Nel momento in cui si è rivelato come un genere, il cinema indie era già morto.
L’inizio della fine è stato Garden State. Un film terribile, diretto e interpretato dall’icona del puccismo Zach Braff (meglio noto come J.D., protagonista di Scrubs), tenuto in piedi unicamente da una bella colonna sonora, infilata a forza nella storia nella celebre scena "Devi sentire questa canzone, ti cambierà la vita" che ha consacrato gli Shins. Un film impossibile da raccontare, tanto la trama è esile e i dialoghi pretestuosi.
In mezzo c’è stato Juno. Inaspettatamente apprezzato dal pubblico, Juno è stato in grado di parlare a pubblici diversi, smarcandosi dai luoghi comuni delle commedie tutte indie-pop e dialoghi quirky (che pure incarna) con una storia ben scritta e un po’ più carne al fuoco del solito.Sotto sotto rimane una commediola di poche pretese e media gradevolezza, ma in mezzo agli altri film del suo genere riesce a fare un figurone.

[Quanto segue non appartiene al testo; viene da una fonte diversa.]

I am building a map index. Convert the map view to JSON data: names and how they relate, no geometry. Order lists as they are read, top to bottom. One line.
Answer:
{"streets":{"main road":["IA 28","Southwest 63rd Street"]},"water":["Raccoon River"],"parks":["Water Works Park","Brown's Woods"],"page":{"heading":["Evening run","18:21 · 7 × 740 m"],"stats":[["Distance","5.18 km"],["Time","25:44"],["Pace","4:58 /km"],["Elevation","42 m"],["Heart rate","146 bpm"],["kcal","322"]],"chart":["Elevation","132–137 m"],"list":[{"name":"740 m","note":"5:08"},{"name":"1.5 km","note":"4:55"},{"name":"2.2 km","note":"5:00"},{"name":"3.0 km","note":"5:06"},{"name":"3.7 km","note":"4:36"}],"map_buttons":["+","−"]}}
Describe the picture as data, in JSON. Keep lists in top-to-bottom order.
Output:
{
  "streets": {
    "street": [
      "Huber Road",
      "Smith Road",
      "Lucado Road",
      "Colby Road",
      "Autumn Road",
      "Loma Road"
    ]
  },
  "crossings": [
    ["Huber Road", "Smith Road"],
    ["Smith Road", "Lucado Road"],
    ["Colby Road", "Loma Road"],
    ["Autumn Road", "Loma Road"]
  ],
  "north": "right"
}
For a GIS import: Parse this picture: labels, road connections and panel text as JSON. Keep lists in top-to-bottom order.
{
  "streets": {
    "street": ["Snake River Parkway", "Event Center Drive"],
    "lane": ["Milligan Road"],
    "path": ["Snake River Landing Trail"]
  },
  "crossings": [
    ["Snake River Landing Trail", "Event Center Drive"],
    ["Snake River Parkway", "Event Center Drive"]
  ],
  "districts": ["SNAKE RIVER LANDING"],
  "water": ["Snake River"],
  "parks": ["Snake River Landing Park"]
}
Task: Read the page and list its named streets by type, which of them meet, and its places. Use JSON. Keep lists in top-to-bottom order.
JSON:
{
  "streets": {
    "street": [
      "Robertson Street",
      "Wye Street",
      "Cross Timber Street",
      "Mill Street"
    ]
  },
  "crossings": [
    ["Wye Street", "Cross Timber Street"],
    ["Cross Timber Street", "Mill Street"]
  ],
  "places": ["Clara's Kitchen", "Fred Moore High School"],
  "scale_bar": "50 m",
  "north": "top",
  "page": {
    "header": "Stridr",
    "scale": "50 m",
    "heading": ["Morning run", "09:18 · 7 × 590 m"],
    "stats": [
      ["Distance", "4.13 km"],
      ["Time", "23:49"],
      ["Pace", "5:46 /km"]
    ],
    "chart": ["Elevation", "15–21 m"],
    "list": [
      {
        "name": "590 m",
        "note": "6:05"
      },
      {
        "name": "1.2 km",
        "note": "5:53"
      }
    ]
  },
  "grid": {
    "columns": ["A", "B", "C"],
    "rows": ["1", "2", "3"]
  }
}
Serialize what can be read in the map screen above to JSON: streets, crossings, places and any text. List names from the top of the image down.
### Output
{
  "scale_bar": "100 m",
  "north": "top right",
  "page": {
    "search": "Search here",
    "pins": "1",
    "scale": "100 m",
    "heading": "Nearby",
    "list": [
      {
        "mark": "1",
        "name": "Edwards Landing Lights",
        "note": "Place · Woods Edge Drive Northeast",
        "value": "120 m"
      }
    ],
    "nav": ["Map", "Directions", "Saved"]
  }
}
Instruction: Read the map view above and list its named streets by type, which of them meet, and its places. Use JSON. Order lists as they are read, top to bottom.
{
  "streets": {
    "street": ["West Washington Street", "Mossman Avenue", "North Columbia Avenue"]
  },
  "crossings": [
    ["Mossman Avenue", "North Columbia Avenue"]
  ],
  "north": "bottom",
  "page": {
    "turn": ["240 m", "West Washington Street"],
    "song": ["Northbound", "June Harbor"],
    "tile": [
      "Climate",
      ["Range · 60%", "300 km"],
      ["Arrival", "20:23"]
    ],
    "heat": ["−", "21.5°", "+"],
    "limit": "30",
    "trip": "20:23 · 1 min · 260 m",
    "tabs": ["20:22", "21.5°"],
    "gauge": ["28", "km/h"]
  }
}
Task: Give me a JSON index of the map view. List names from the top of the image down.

Il punto più basso del genere è stato probabilmente toccato da Nick and Norah’s infinite playlist, un film così brutto che al confronto Juno sembra un’opera di Truffaut. Mai vista un’esibizione tanto sfacciata di riferimenti fin dalla prima scena (una carrellata dei poster appesi in camera dal protagonista; sottile), un namedropping così furibondo, una storia così inverosimile. Il fatto che in teoria sia una commedia da teenager rischia di essere un’aggravante invece che un’attenuante.
Ormai, come dicevo, esce una commedia indie ogni paio di mesi. Adesso anche in Italia è il turno di 500 days of Summer (da noi 500 giorni insieme), che vuol raccontare una storia d’amore atipica che, guarda caso, cade in tutti i luoghi comuni del caso: vestiti vintage per lei, vulcanica e appassionata (Zooey Deschanel, già chanteuse retrò con She & Him e ora moglie di Ben Gibbard dei Death Cab for Twilight Cutie), cardigan e sneakers per lui, timido ma sensibile (l’ex bambino prodigio Joseph Gordon-Levitt); e (oltre a un imbarazzante product placement dell’IKEA su cui è meglio sorvolare) un paio di scene topiche sulle note degli Smiths. Audace!
A confronto con 500 days of Summer, Away we go (già presentato con grosso timore su queste pagine mesi fa) fa un vero figurone, perchè quanto meno è un film vero; il regista (Sam Mendes, quello di American Beauty) conosce il mestiere e gli attori pure, ed è già un inizio. Ma è anche una fine: la trama (firmata dall’ex formidabile genio Dave Eggers e da sua moglie) vede il verosimile scenario di una coppia di trentenni in attesa di un figlio che vagano per gli States alla ricerca di una città in cui stabilirsi a vivere. Succede un po’ a tutti, del resto.
Negli states è da poco uscito Paper Heart, che osa di più nella forma quindi fallisce in modo ancor più sonoro. Si tratta di un finto documentario/reality sulla protagonista Charlene Yi e la sua difficoltà a innamorarsi (son problemi); il protagonista maschile è Michael Cera (già in Juno e in Nick and Norah; get a real career, dude) nel ruolo di se stesso e la cosa fa accapponare la pelle al solo pensiero. La sua faccia da culo fa prudere le mani per tutto il film, così come le risatine della protagonista e la vacuità dell’intera operazione. Quando la Yi imbraccia la chitarra e si mette a registrare col suo Macbook una canzone twee-pop / freak folk per il suo amato (la trovate qui sotto) si comincia ad augurarsi l’estinzione del genere umano. O, quantomeno, ci si sente pronti per darsi all’horror.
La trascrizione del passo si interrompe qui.